ハリマ化成グループ

次代への羅針盤

次代への羅針盤

安全で安心して暮らすための長寿社会づくりを

住田裕子

日本の政策課題は女性と高齢者の活躍

 その背景には、相変わらずの男性優位の国民の意識と社会構造があります。象徴的に現れるのが「男は仕事、女は家庭」という固定的性別役割分担意識です。欧米諸国ではすでにこのような役割分担について、否定派が8~9割と大勢であるのに、日本では肯定派と否定派とがほぼ拮抗しています。この意識は家庭のみならず職場など社会のすみずみまで行き渡っているのです。

 子どもは母親の手で育てるべし、少なくとも3歳まではそうしないと、子どもが健全に成長しないという「母性神話」「3歳児神話」も浸透しています。その結果、日本の女性は学校卒業後、働き始めても第1子誕生により、約6割が退職してしまいます。労働力率のカーブがそのとき急激にへこむのです。子どもの手が離れたら、再就職しますが、そのほとんどがパートなど非正規社員。昇進・昇格はほとんどなく、男性に比べると生涯賃金はずっと低くなります。

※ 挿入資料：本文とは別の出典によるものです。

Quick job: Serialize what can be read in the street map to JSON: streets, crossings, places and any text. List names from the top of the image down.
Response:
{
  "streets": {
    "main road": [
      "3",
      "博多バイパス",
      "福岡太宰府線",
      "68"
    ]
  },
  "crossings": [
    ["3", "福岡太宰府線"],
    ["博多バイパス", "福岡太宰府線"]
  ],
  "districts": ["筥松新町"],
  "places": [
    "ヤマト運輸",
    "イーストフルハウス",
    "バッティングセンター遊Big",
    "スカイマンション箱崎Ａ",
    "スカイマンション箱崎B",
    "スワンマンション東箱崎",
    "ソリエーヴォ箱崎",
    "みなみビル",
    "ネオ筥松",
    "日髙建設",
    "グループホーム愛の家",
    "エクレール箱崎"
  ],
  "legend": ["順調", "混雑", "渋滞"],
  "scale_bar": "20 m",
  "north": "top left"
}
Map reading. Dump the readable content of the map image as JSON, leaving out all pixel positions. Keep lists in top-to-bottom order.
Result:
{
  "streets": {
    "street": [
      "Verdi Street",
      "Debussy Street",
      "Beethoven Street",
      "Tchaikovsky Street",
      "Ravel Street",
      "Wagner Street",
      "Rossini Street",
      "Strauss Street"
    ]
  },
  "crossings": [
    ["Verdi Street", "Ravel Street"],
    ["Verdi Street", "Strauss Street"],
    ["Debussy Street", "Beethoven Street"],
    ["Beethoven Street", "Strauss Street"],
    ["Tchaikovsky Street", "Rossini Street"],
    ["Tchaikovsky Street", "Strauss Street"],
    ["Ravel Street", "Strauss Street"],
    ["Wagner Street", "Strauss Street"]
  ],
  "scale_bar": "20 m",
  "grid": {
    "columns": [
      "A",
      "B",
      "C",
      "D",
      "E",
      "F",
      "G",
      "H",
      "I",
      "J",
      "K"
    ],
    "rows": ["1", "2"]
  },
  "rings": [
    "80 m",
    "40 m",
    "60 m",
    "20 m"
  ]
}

 我が国は、2008年から人口減少が始まりました。労働力人口の減少はすでに1998年から始まっています。今後も少子高齢化とともに人口減少が先進国最速の速度で進みます。戦後の高度経済成長は、ベビーブームの人口増加による「人口ボーナス」のたまものでした。これが逆の「人口オーナス」になり、需要、供給ともに下がり、経済力・国力の低下につながる恐れが高いのです。ですから、意欲、能力のある人材、すなわち女性と高齢者などの活躍が政策課題となるのは必然なのです。